The experimental results of Section 4.4 generally show that the LCDS-A framework improves community detection results aggravating slightly the time efficiency. More specifically, several experiments were conducted with different rewards and batch sizes. Our goal was to present the most significant results in terms of the F1 score. More precisely, we focused on the differences in F1 score between DOR and DWR methods. However, in most of the cases, for both synthetic and real datasets, the proposed framework outperforms even the static algorithms, in terms of the F1 score. On the one hand, these results indicate the importance of giving an extra reward around the anchor’s area. On the other hand, it seems that when the community changes slightly between successive updates, it is better to incrementally update the community rather than recomputing it from scratch. Of course, this is not the case when large changes happen at the vicinity of the anchor.

F_{m o n c}

is the metric we used in order to measure the quality of community C and the one that was presented in our experiments. However, for comparison purposes we also used conductance as a quality metric [45]. The results of the experiments with conductance were the same as

F_{m o n c}

in the best case. For this reason, only the experiments with

F_{m o n c}

are shown in this paper.

Furthermore, different batches and rewards were used. However, the most significant results in F1 score for our datasets were obtained with a batch equal to

30 %

of the size of the community and a reward equal to 2. Indeed, on the one hand, due to the fact that the static algorithm is triggered less times when the batch size is increased, the resulted communities exhibit low percentages in terms of precision, recall and F1-score. On the other hand, our algorithm is not so time consuming because the static algorithm is called smaller number of times. In addition, in our experimental evaluation, the influence range was set to 1, since otherwise, the process becomes more time consuming combined with lower F1 scores in most of the cases. Better F1 scores were obtained for larger influence ranges in the case when the anchor was in the periphery of a sparse network. In this case, the larger influence range did not have a considerable impact on the time efficiency since the network is sparse and at the same time it identified a non-trivial community around the anchor.

6. Conclusions

Dynamic local community detection is an area of research that has attracted the interest of scientists in recent years. In the present work, we focused on the discovery of local communities that contain important nodes called anchors. Our goal was not only to identify such communities but also to track their evolution over time as new edges are inserted and/or deleted in a network. To achieve this, we proposed a multi-step framework that updates the anchor’s community for each incoming edge change in the anchor’s influence range or community area. The influence range was used to minimize the avalanche effect. To determine the most stable anchor community, we proposed a node reward method. That is, at each update, we suggested rewarding the edges closer to the anchor by increasing their weight.

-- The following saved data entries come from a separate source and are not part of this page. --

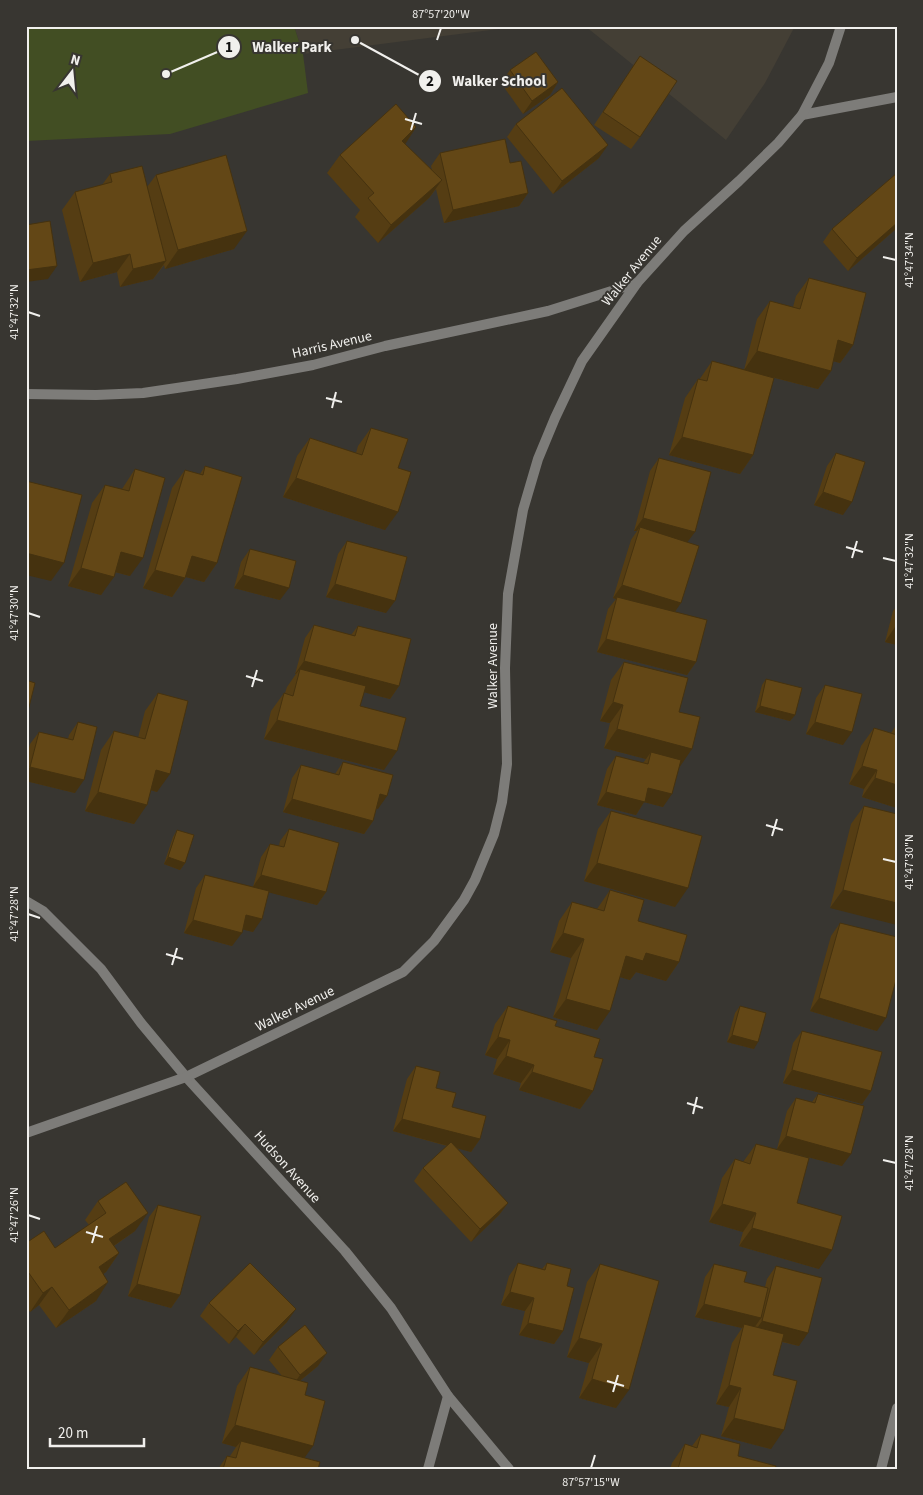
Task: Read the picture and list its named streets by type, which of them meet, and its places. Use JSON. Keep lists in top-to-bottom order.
{
  "streets": {
    "street": ["Walker Avenue", "Harris Avenue", "Hudson Avenue"]
  },
  "crossings": [
    ["Walker Avenue", "Harris Avenue"],
    ["Walker Avenue", "Hudson Avenue"]
  ],
  "places": ["Walker School", "Walker Park"],
  "scale_bar": "20 m",
  "north": "top",
  "coordinates": [
    "87°57'20\"W",
    "41°47'34\"N",
    "41°47'32\"N",
    "41°47'30\"N",
    "41°47'28\"N",
    "41°47'26\"N",
    "87°57'15\"W"
  ]
}
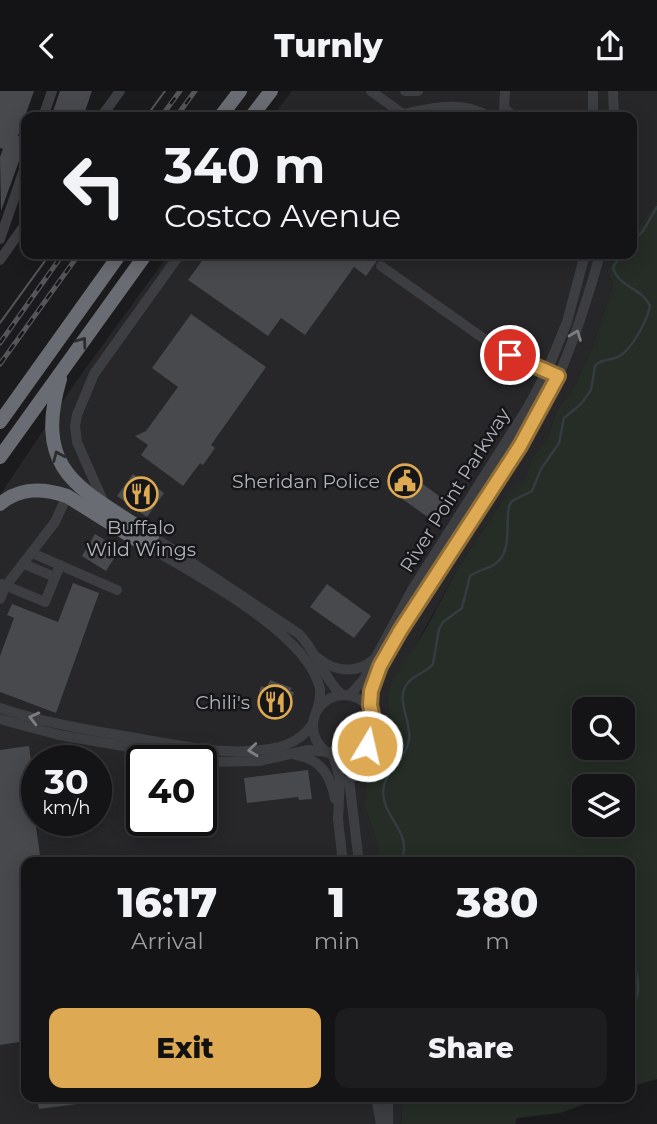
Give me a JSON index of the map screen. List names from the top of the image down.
{
  "streets": {
    "street": ["River Point Parkway"]
  },
  "places": {
    "public building": ["Sheridan Police"],
    "restaurant": ["Buffalo Wild Wings", "Chili's"]
  },
  "page": {
    "header": "Turnly",
    "turn": ["340 m", "Costco Avenue"],
    "speed": "30 km/h",
    "limit": "40",
    "eta": [
      "16:17",
      "Arrival",
      "1",
      "min",
      "380",
      "m"
    ],
    "buttons": ["Exit", "Share"]
  }
}
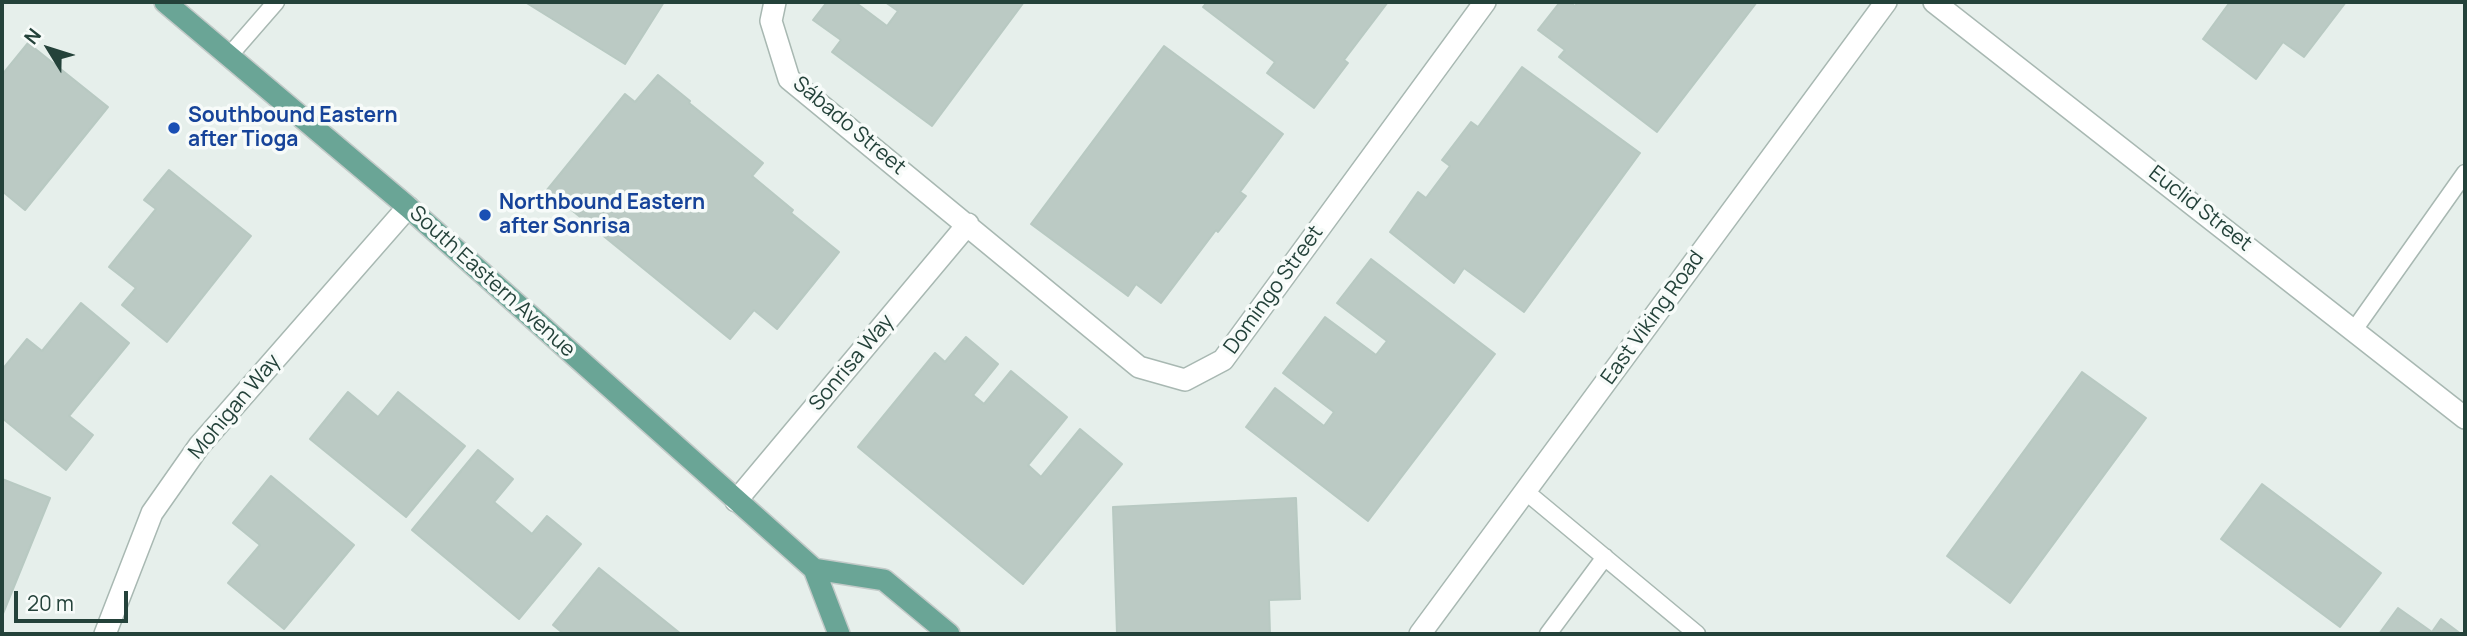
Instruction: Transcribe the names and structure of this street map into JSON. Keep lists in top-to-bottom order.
{
  "streets": {
    "main road": ["South Eastern Avenue"],
    "street": [
      "Sábado Street",
      "Euclid Street",
      "Domingo Street",
      "East Viking Road",
      "Sonrisa Way",
      "Mohigan Way"
    ]
  },
  "crossings": [
    ["Sábado Street", "Domingo Street"],
    ["Sábado Street", "Sonrisa Way"],
    ["South Eastern Avenue", "Sonrisa Way"],
    ["South Eastern Avenue", "Mohigan Way"],
    ["Domingo Street", "Sonrisa Way"]
  ],
  "places": ["Southbound Eastern after Tioga", "Northbound Eastern after Sonrisa"],
  "scale_bar": "20 m",
  "north": "top left"
}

An experimental evaluation of the proposed framework was performed on three different synthetic and two real datasets. We used a rather simple but quite efficient reward scheme and we compared the results with the case where no reward method was used. Our results show that our method outperforms the dynamic method without rewards in terms of recall, precision, and F1 score.

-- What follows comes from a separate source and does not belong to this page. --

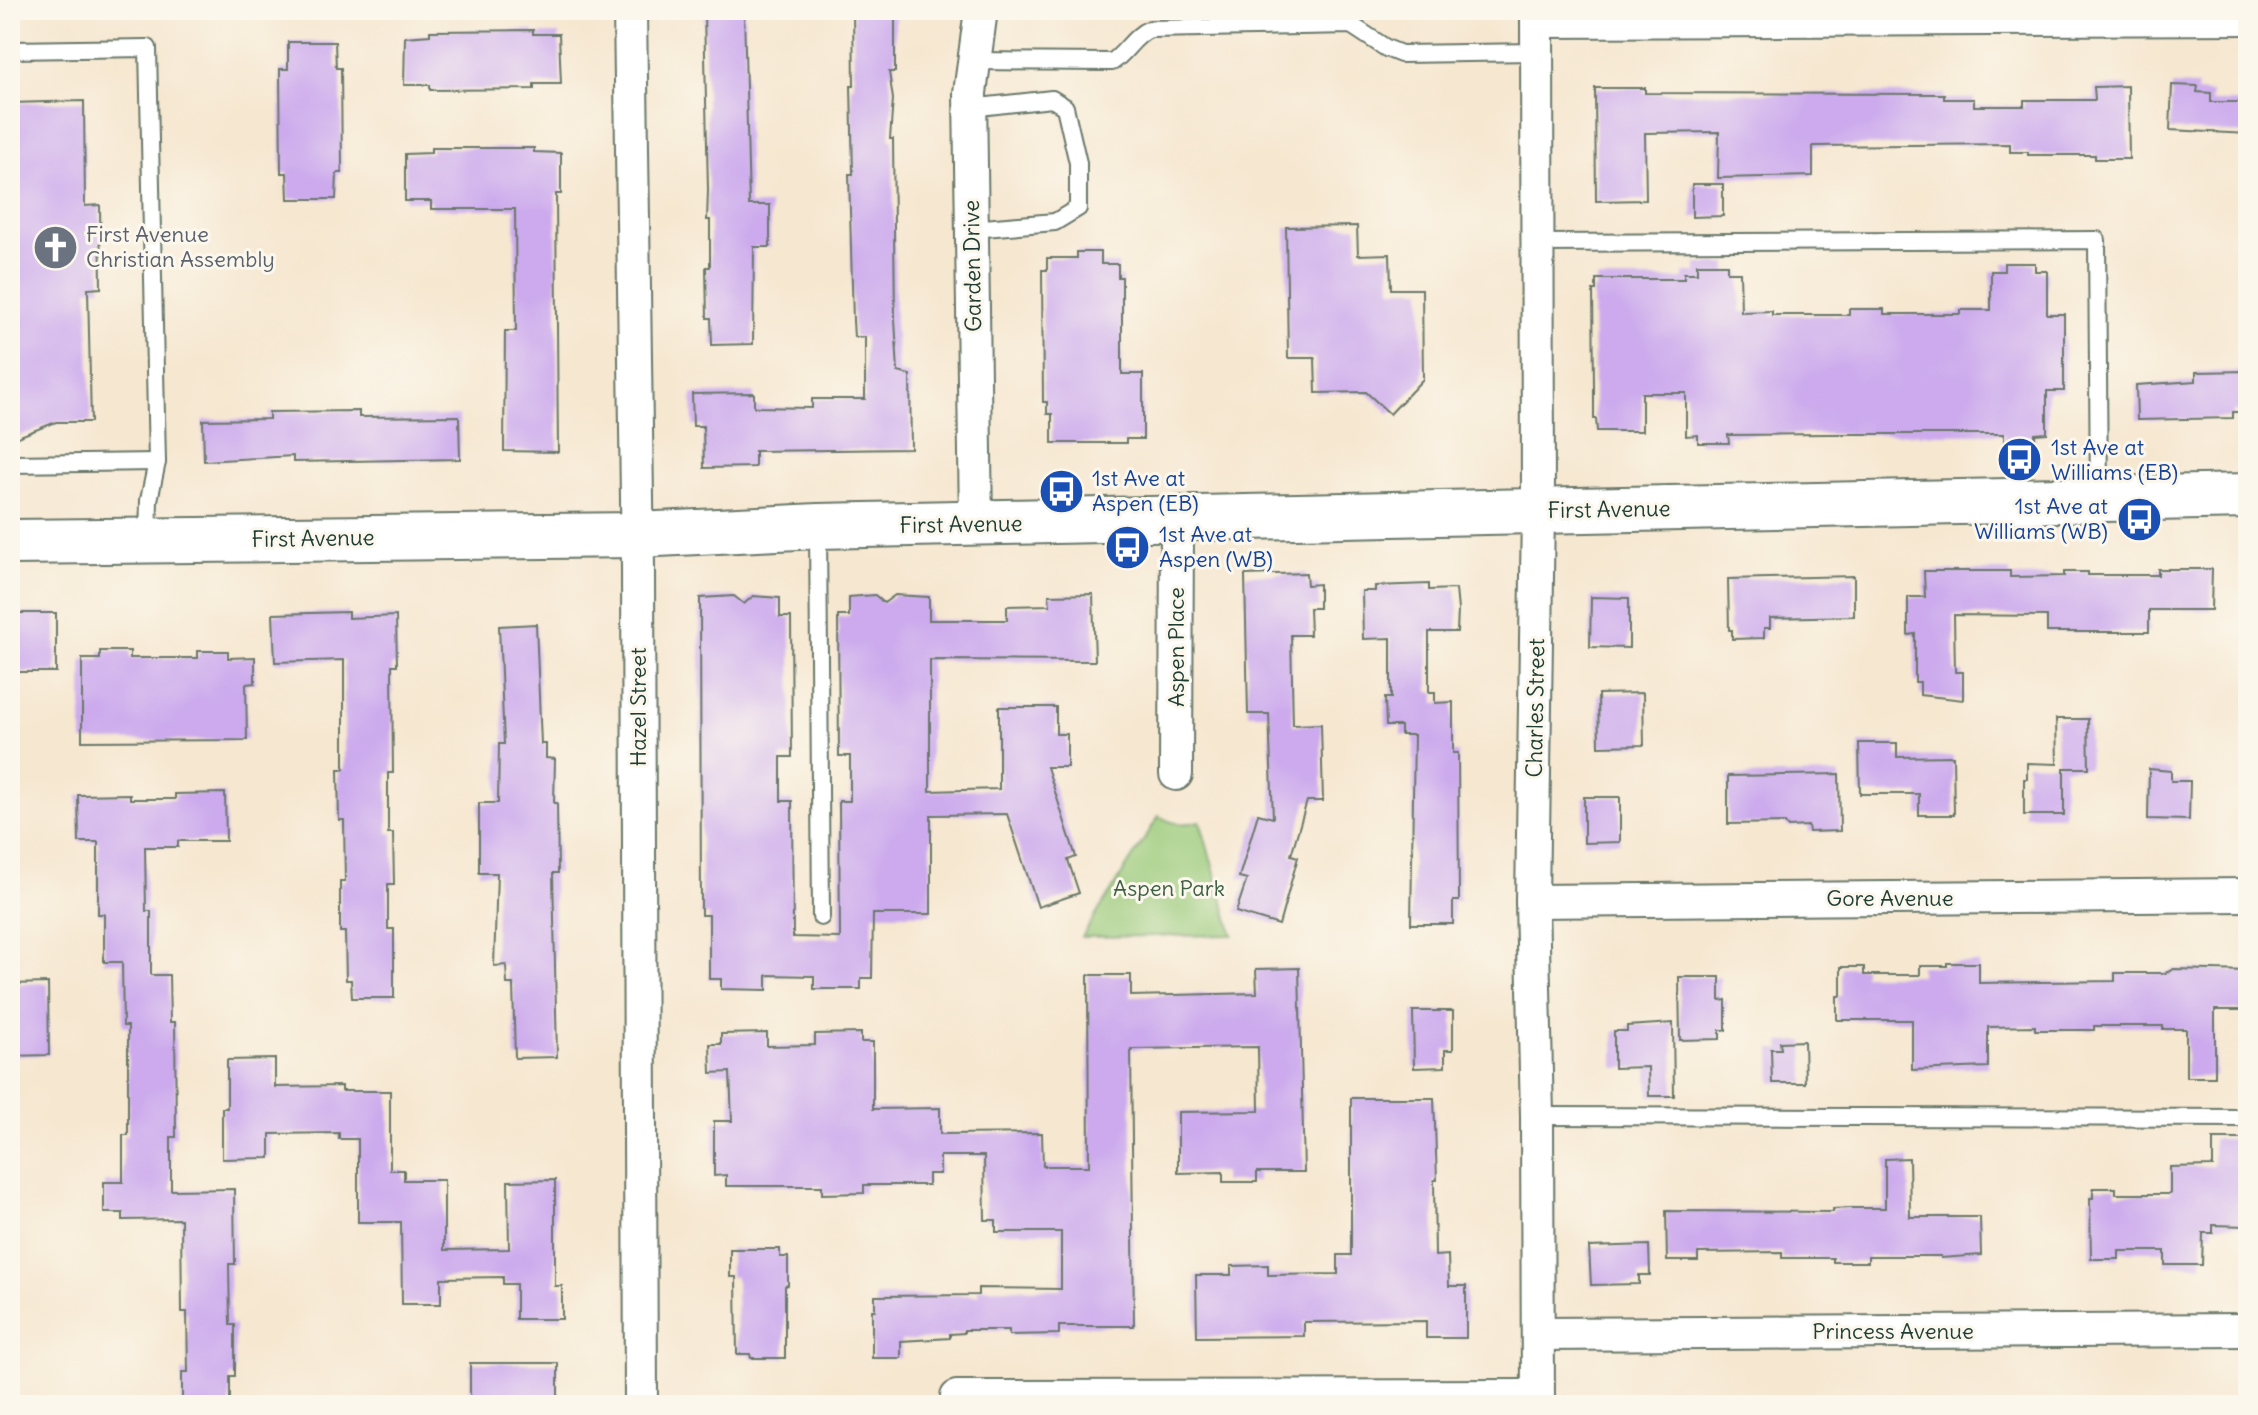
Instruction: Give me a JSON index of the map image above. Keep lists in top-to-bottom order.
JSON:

From a practical perspective, the proposed approach can help researchers discover useful features of the networks they study. For instance, the suggested approach can be applied to co-purchase networks in order to uncover buying habits. This could lead to smarter advertising techniques and improved targeted marketing. Another example of the practical application of the suggested approach could be politics. For instance, the LCD-A framework could reveal the trends in a network of politics collaborations. Apart from these, another type of network that our proposed approach could be useful for is that of medicine co-prescription. Having patients’ demographics and medical history as side information, our framework could uncover the future medical problems of specific anchor patients.

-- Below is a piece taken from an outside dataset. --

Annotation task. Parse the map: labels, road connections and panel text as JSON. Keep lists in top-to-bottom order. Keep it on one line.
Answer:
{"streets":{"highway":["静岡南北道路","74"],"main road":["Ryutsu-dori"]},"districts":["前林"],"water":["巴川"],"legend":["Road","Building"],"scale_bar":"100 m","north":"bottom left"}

We intend to further extend this work along the following axis: (1) extended experimental evaluation of more rewarding schemes that take into account the edge history, possibly using ageing mechanisms; and (2) extensive tuning of the different parameters of the reward schemes.

Author Contributions

Conceptualization, K.C., G.B. and K.T.; methodology, K.C., G.B. and K.T.; software, K.C.; validation, K.C.; formal analysis, K.C. and K.T.; investigation, K.C. and G.B.; resources, K.C.; data curation, K.C.; writing—original draft preparation, K.C., G.B. and K.T.; writing—review and editing, K.C. and K.T.; visualization, K.C.; supervision, G.B. and K.T.; project administration, K.T.; funding acquisition, K.T. All authors have read and agreed to the published version of the manuscript.

Funding

This research was supported by the Hellenic Foundation for Research and Innovation (H.F.R.I.) under the “2nd Call for H.F.R.I. Research Projects to support Faculty Members & Researchers” (Project Number: 3480).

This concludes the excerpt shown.